We walked to the Mekong river and wandered the streets. We eventually made it round to the Royal Palace Museum, and this was filled with such overwhelming wealth, as my boyfriend would say – it’s hard to put into words. We spent most of the day looking at some of the thirty-three temples Luang Prabang has to offer. All the streets were very neat and pretty, and it certainly didn’t feel like one of the poorest countries in the world at this point. Prices were higher than we were used to in Vietnam, but obviously a lot cheaper than in Western countries, and we afforded to eat in two very nice restaurants that day.
That evening we barely took a break and went to see a traditional Lao dance show at the theatre within the Royal Palace complex. I was so happy to see some arts, but it has made me think a lot about the privilege of the arts in a way I hadn’t considered before. To me, life has little meaning without the arts. Here, most people’s lives are a struggle, and can’t access art in the same way I am used to. On one hand, you can see from the traditional crafts such as the stitching and dying of fabrics, that art and creation are integral to our being as humans. On the other hand, there is a limitation to this, where traditional art forms perhaps struggle to find their place in modern society. There must be a balance between the two.
Before I digress even further, I’ll continue to say that we went up to the Phu Si temple at night as my boyfriend had arranged to meet someone – we were late, and alas they were not there. Maybe we will visit again at sunset, or sunrise if we are ever able to get up so early! There were moths everywhere and my phone torch was dying, so we were down pretty fast!
The next day was more chilled out. We booked a minivan to the Kuang Si falls, and booked our next trip for the following day to Vang Vieng. The walk started slow an steady, and we got to see bears that had been rescued.

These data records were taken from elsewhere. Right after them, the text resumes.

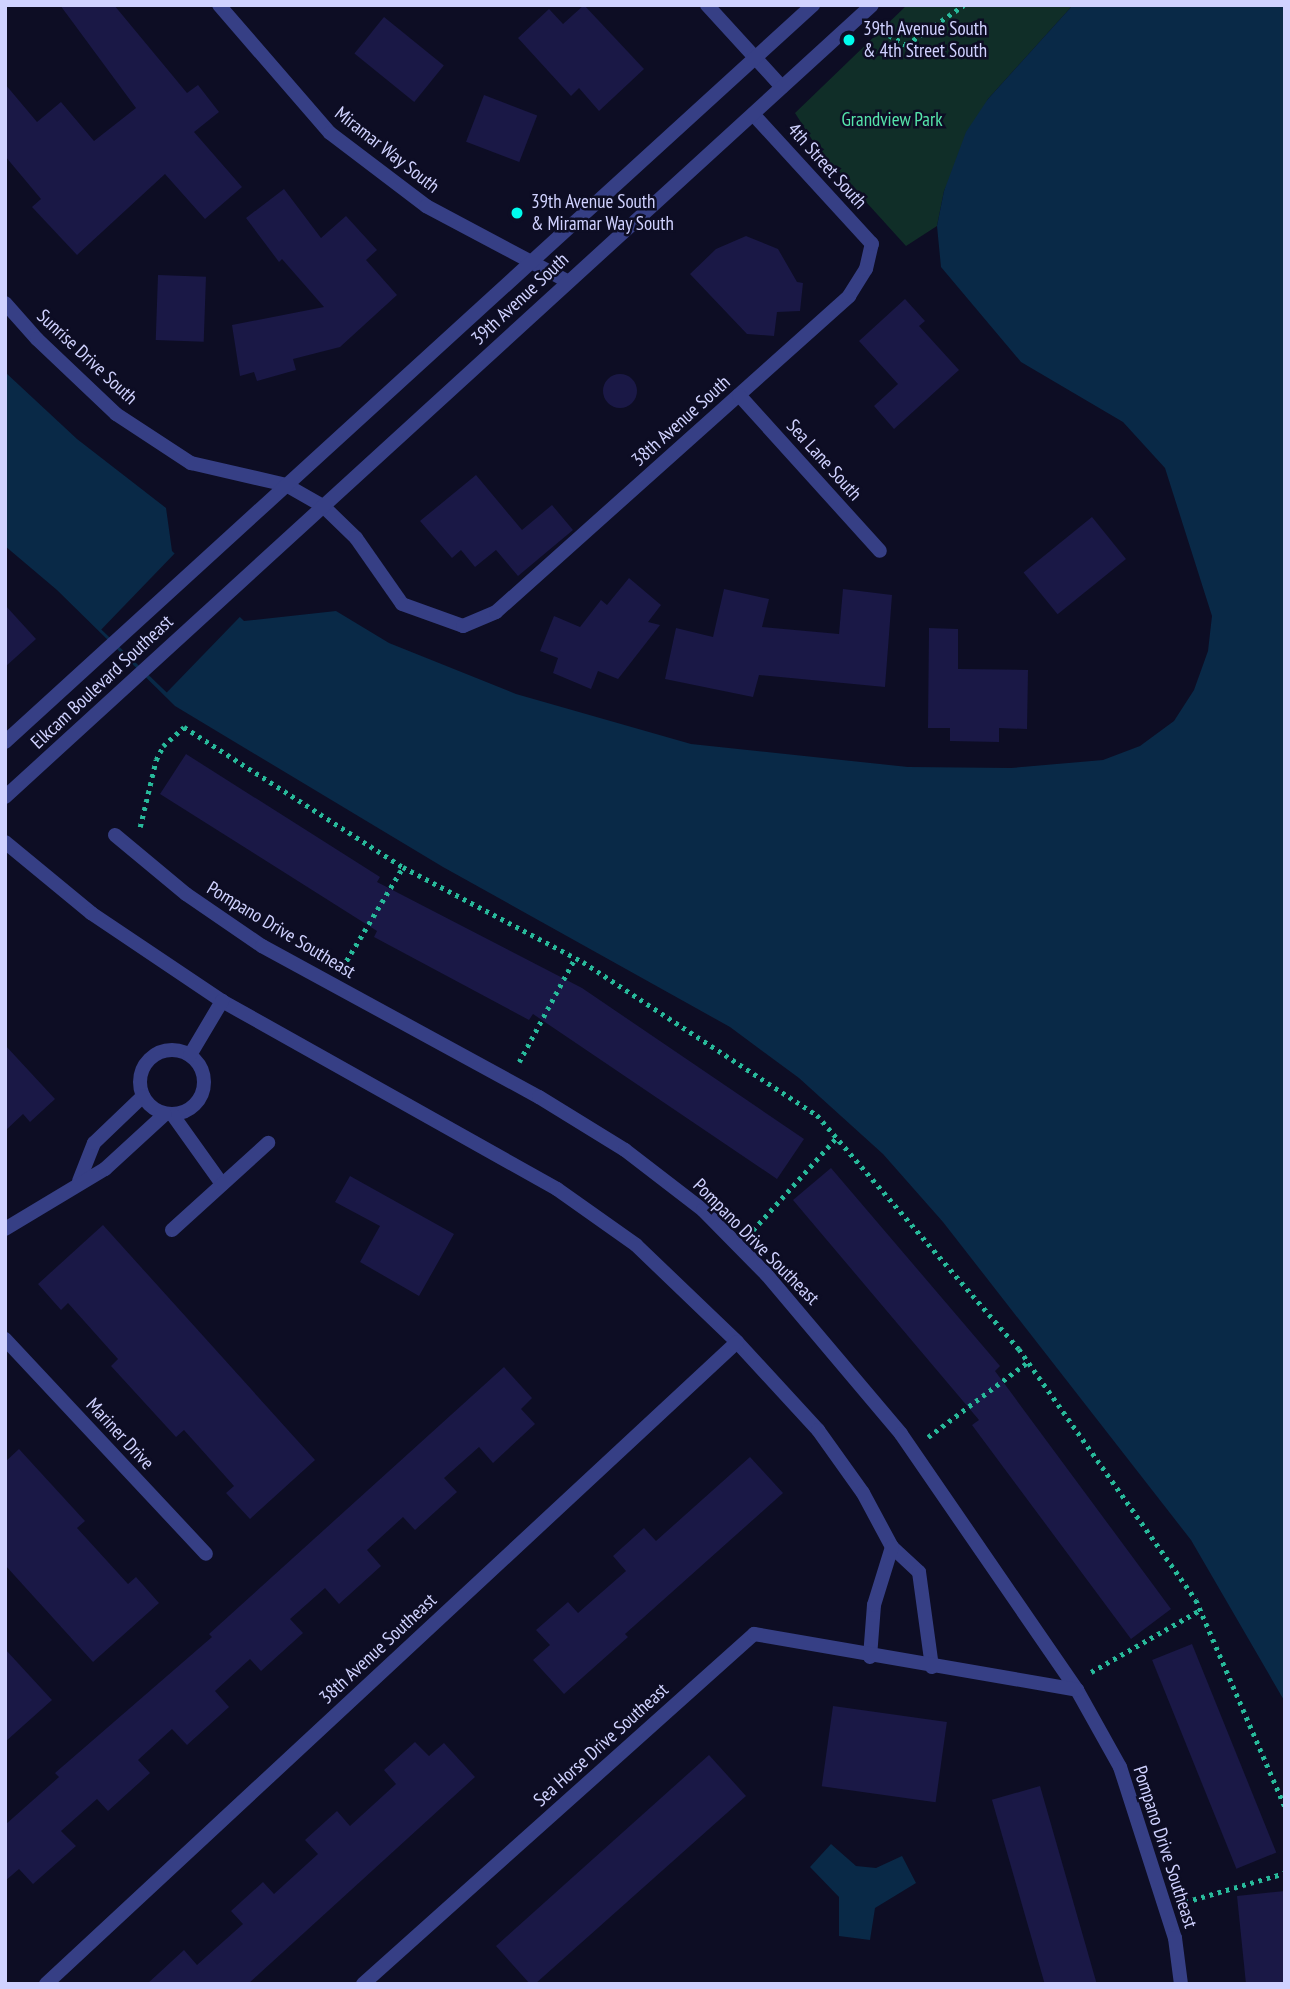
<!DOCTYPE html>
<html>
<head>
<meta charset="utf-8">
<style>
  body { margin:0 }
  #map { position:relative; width:1290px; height:1989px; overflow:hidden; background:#0d0d24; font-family:"PT Sans Narrow",sans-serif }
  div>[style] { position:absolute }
  .green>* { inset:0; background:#102e28 }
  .water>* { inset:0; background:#092947 }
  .pier>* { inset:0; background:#0d0d24; transform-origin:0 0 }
  .building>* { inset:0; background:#1a1846; transform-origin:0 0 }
  .round { border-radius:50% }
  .path>* { height:4.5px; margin-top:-2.25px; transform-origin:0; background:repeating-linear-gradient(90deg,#28ba9b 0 3.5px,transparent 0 8.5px) }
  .minor>* { height:14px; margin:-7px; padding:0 7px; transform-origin:7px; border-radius:7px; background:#363f85 }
  .minor>.ring { margin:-7px; padding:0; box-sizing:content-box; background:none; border:14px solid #363f85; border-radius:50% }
  .tertiary>* { height:14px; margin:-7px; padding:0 7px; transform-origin:7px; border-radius:7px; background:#363f85 }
  .dots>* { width:19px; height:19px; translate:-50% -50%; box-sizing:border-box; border:4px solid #0d0d24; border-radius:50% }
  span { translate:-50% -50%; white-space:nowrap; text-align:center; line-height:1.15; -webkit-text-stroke:5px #0d0d24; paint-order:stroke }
  .poi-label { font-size:19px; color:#d0d2ff }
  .left { translate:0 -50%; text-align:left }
  .park-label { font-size:19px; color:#56e5ab }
  .street-label { font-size:19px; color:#d0d2ff }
  .frame { position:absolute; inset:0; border:7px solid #d0d2ff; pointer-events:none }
</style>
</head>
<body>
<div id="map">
  <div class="green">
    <i style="clip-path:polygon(907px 5px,1073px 5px,988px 99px,944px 191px,937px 226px,906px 246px,818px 149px,795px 113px)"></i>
  </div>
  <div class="water">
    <i style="clip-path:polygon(1073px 5px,1285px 5px,1285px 1702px,1191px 1540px,943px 1222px,883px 1154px,799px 1078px,730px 1027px,443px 867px,175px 706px,57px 590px,5px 546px,5px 372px,77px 439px,166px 508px,172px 551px,244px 621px,336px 611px,389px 643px,516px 694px,691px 744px,908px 767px,1011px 768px,1103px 760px,1140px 746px,1174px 721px,1194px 690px,1208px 651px,1212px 616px,1165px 468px,1123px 422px,1021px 362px,941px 267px,937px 226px,944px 191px,966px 132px,988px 99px)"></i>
    <i style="clip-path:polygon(831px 1844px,856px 1866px,876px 1868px,902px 1856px,916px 1883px,875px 1908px,870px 1940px,839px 1936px,839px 1897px,810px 1867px)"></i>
  </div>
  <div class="pier">
    <i style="left:177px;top:551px;width:91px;height:109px;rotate:44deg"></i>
  </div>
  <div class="building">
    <i style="clip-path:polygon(60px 5px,114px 5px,187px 93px,198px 85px,219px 112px,194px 132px,242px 187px,205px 219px,165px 174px,77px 255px,32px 207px,41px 199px,5px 156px,5px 84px,37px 122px,61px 102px,94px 141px,136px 108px)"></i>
    <i style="clip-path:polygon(584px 5px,644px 69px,599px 111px,579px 88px,571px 96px,518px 38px,549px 9px,563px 24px)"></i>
    <i style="left:384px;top:17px;width:77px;height:47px;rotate:39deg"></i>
    <i style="left:484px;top:95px;width:57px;height:50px;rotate:21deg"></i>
    <i style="clip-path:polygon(284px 189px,321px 238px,346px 216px,377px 250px,366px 260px,397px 295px,340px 347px,293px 359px,296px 370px,257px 381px,254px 372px,240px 376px,232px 325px,324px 307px,282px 259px,279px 262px,246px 218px)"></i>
    <i style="clip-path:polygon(746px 236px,778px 249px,797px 282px,803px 283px,800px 311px,777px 312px,774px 336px,747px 334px,690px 274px,716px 249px)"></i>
    <i style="left:158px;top:275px;width:48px;height:65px;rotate:2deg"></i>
    <i style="clip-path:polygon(905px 299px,925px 321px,919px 326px,959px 370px,894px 429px,874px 406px,898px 384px,859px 341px)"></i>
    <i class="round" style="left:603px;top:374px;width:34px;height:34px"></i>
    <i style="clip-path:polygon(476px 475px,522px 530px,552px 505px,573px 530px,518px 576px,496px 550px,475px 567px,461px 550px,452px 558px,420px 521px)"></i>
    <i style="left:1092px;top:517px;width:54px;height:88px;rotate:51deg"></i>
    <i style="clip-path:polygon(629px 578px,661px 605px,648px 622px,660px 625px,618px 679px,598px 671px,591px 689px,553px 673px,558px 658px,540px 651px,554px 616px,580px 627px,601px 600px,607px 605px)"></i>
    <i style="clip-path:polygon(724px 589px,769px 599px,762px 627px,839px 634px,843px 589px,892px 595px,885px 687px,759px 675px,753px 697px,665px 679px,676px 628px,713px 637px)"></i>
    <i style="clip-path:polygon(5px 605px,36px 639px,5px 667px)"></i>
    <i style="clip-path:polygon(929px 628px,958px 629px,958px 669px,1028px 670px,1027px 729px,999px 728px,999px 742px,950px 741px,950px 728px,928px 728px)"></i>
    <i style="clip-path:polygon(186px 754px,380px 877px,377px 882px,582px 988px,804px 1139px,777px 1179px,533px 1014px,529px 1020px,374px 937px,377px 931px,160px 794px)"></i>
    <i style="clip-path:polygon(5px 1045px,55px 1099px,30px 1122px,23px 1114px,5px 1131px)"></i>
    <i style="clip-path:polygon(831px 1168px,1000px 1366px,995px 1371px,1171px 1609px,1131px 1639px,972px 1425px,979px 1420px,793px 1200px)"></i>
    <i style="clip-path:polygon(350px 1176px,454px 1234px,419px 1296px,360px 1262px,380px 1226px,335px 1202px)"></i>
    <i style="clip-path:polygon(103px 1225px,315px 1460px,250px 1519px,226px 1493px,234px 1486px,184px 1430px,176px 1437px,111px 1366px,118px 1359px,68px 1303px,61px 1310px,38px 1284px)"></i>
    <i style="clip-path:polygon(504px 1367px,532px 1398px,521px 1409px,535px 1424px,493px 1463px,479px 1447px,444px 1478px,457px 1492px,415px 1530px,403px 1517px,367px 1550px,381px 1566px,339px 1604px,325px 1588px,290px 1619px,303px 1633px,261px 1671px,250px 1659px,215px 1691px,229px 1707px,187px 1745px,172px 1729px,138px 1760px,150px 1773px,108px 1811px,97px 1799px,61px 1831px,76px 1846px,33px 1884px,19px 1869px,5px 1881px,5px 1825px,59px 1777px,55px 1773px,212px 1637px,209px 1634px)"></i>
    <i style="clip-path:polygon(19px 1449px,85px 1521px,77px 1528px,128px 1584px,136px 1577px,159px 1603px,93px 1662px,5px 1565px,5px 1462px)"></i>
    <i style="clip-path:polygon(750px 1457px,783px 1493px,625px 1634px,628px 1637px,564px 1694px,533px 1660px,550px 1645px,536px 1630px,568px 1602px,578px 1613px,626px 1571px,613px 1556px,644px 1528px,656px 1541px)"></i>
    <i style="left:1192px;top:1644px;width:225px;height:43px;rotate:68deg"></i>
    <i style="clip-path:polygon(5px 1649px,52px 1700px,5px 1742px)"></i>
    <i style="left:833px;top:1706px;width:115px;height:81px;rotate:8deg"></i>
    <i style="clip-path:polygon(415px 1742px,429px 1756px,444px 1743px,475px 1777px,248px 1984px,147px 1984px,184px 1950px,197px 1965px,243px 1924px,231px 1911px,263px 1882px,274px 1894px,318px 1854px,305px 1840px,337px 1811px,350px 1826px,396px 1784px,384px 1770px)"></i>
    <i style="clip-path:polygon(709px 1755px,746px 1796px,535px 1984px,530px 1984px,496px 1946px)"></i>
    <i style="left:1040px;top:1786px;width:206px;height:50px;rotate:74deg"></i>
    <i style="clip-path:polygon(1285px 1891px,1285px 1984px,1246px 1984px,1237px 1896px)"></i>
  </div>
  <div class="path">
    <i style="left:889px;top:35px;width:20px;rotate:30deg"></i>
    <i style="left:906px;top:45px;width:70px;rotate:-34.6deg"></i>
    <i style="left:140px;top:827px;width:69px;rotate:-76.6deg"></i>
    <i style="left:156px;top:760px;width:16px;rotate:-63deg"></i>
    <i style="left:163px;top:746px;width:28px;rotate:-42deg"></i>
    <i style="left:184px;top:727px;width:260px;rotate:32.6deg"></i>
    <i style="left:403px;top:867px;width:204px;rotate:27.8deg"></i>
    <i style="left:583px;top:962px;width:280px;rotate:33.2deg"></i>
    <i style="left:817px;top:1115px;width:309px;rotate:49.2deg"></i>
    <i style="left:1019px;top:1349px;width:307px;rotate:54.8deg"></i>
    <i style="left:1196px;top:1600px;width:225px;rotate:66.7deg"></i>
    <i style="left:342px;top:968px;width:118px;rotate:-58.9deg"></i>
    <i style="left:519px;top:1062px;width:118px;rotate:-61.7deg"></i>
    <i style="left:753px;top:1230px;width:124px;rotate:-47.9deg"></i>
    <i style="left:928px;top:1437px;width:125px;rotate:-36.9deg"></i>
    <i style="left:1091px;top:1672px;width:125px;rotate:-29.6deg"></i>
    <i style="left:1185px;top:1902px;width:104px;rotate:-16.2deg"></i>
  </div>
  <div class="minor">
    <i style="left:219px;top:5px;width:169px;rotate:49.1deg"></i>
    <i style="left:330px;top:133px;width:121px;rotate:37.2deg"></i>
    <i style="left:426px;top:206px;width:160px;rotate:28deg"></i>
    <i style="left:5px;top:303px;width:48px;rotate:48.4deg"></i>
    <i style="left:37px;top:339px;width:109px;rotate:43.5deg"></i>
    <i style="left:116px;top:414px;width:90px;rotate:33.2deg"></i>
    <i style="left:191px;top:463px;width:98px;rotate:13deg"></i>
    <i style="left:286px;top:485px;width:43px;rotate:29.6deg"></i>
    <i style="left:323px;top:506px;width:46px;rotate:44.1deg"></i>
    <i style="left:356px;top:538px;width:80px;rotate:55.1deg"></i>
    <i style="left:402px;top:604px;width:65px;rotate:19.8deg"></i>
    <i style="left:463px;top:626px;width:36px;rotate:-23deg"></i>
    <i style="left:496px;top:612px;width:474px;rotate:-41.8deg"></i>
    <i style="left:849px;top:296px;width:32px;rotate:-58deg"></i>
    <i style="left:866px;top:269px;width:26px;rotate:-77deg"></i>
    <i style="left:872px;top:244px;width:176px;rotate:-132.5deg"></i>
    <i style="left:739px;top:395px;width:210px;rotate:47.9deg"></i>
    <i style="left:115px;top:835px;width:92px;rotate:39.7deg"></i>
    <i style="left:186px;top:894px;width:92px;rotate:34.4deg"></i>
    <i style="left:262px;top:946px;width:315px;rotate:28.6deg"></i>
    <i style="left:539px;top:1097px;width:101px;rotate:31.6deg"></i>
    <i style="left:625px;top:1150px;width:98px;rotate:37.6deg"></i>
    <i style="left:703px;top:1210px;width:90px;rotate:45.5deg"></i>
    <i style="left:766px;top:1274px;width:209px;rotate:49.8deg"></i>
    <i style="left:901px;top:1434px;width:311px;rotate:55.5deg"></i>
    <i style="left:1077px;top:1690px;width:88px;rotate:60.8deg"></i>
    <i style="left:1120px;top:1767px;width:180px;rotate:72.2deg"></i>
    <i style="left:1175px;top:1938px;width:46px;rotate:82.6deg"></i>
    <i style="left:5px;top:842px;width:112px;rotate:39.5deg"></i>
    <i style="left:91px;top:913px;width:158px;rotate:33.9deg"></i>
    <i style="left:222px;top:1001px;width:384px;rotate:29.3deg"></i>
    <i style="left:557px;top:1189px;width:97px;rotate:35.3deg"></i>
    <i style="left:636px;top:1245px;width:140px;rotate:43.8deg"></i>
    <i style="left:737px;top:1342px;width:120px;rotate:47.4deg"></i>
    <i style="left:818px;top:1430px;width:77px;rotate:54.5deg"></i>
    <i style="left:863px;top:1493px;width:61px;rotate:61.8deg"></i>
    <i style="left:892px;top:1547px;width:37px;rotate:43deg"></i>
    <i style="left:919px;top:1572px;width:96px;rotate:82.2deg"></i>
    <i class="ring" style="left:140px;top:1050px;width:50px;height:50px"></i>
    <i style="left:190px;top:1055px;width:63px;rotate:-59.3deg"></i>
    <i style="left:172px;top:1114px;width:86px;rotate:54.5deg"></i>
    <i style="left:79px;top:1181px;width:41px;rotate:-68.5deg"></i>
    <i style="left:94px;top:1143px;width:68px;rotate:-43.8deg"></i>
    <i style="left:5px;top:1229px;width:117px;rotate:-31deg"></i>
    <i style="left:105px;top:1169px;width:81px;rotate:-42.5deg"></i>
    <i style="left:172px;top:1230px;width:130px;rotate:-42.2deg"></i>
    <i style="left:5px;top:1339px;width:294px;rotate:46.9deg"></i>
    <i style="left:870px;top:1657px;width:52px;rotate:-85.6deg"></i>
    <i style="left:874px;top:1605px;width:61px;rotate:-72.8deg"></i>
    <i style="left:46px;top:1984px;width:943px;rotate:-42.89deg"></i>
    <i style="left:363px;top:1984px;width:525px;rotate:-41.83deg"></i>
    <i style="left:754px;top:1634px;width:328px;rotate:9.8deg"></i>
  </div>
  <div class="tertiary">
    <i style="left:707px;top:5px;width:111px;rotate:47.6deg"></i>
    <i style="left:5px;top:742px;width:1094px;rotate:-42.37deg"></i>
    <i style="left:5px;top:797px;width:1174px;rotate:-42.41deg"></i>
  </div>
  <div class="dots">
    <i style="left:849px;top:40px;background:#00fbed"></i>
    <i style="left:517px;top:213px;background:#00fbed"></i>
  </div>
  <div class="poi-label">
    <span class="left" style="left:863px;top:40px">39th Avenue South<br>&amp; 4th Street South</span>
    <span class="left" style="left:531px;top:213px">39th Avenue South<br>&amp; Miramar Way South</span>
  </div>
  <div class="park-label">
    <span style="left:892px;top:120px">Grandview Park</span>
  </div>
  <div class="street-label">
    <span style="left:387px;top:150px;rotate:38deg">Miramar Way South</span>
    <span style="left:827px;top:166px;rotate:48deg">4th Street South</span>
    <span style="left:520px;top:299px;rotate:-43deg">39th Avenue South</span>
    <span style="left:87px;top:357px;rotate:43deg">Sunrise Drive South</span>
    <span style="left:681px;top:421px;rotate:-42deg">38th Avenue South</span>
    <span style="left:824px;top:460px;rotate:48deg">Sea Lane South</span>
    <span style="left:102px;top:682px;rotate:-43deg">Elkcam Boulevard Southeast</span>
    <span style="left:281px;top:930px;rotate:31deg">Pompano Drive Southeast</span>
    <span style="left:756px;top:1242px;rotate:45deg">Pompano Drive Southeast</span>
    <span style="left:120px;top:1434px;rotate:47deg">Mariner Drive</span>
    <span style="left:378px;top:1649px;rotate:-43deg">38th Avenue Southeast</span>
    <span style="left:601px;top:1745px;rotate:-42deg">Sea Horse Drive Southeast</span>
    <span style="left:1165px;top:1847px;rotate:72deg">Pompano Drive Southeast</span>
  </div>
  <div class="frame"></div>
</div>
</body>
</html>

The climb right to the top of the waterfall was a challenge. As I went up, I wondered why I was putting myself through it, how on trips with school, Woodcraft and family holidays I had moaned as a child about these things, and here I was putting myself through the same torture. I suppose it was the same thing that meant later that day, I did 50 lengths of the pool to relax. It was nice, but spoilt by some dude who decided to talk to me when funnily enough I wasn’t swimming to attract attention, and it couldn’t compare to the freezing cold water that pooled naturally at the waterfall. I wished we had more time to swim there in the sunshine.
That afternoon and evening we ate street food – crepes, fruit drinks, rice boxes and spring rolls. Laos has not disappointed on that front… Other than the meal we got with our bus ride today! We spent the evening at the night market and picked up a few souvenirs, one of which was a necklace made from aluminium from old bombs. One of the most important things to remember is that this country was bombed by the US more times than every country combined in the Second World War. The US have spent less money helping to clear the undetonated bombs than they did putting them there, and there are still 100 people who are injured or killed by these bombs each year, a lot of these people being children. I wanted to get this as a reminder, as well as to carry a message of peace.
Today we made the 7-8 hour trip (not 4 as advertised) to Vang Vieng from Luang Prabang. I was worried about the bags being on top at first, but an older French man made sure they had been secured as much as possible. The roads winded through the mountains, and although I’m sure it made everyone a little sick, the views we saw at various toilet stops were incredible. I’d never seen such cloud surrounding mountains like that.
We’re having a bit of trouble with where to stay now, but hopefully we will figure things out. I’m just hoping the rain won’t be too bad, so we can still enjoy ourselves, having waited so long to travel whilst working. Tonight we ate a great meal and tomorrow we might even get to have a Full English breakfast, or else some lovely baked goods.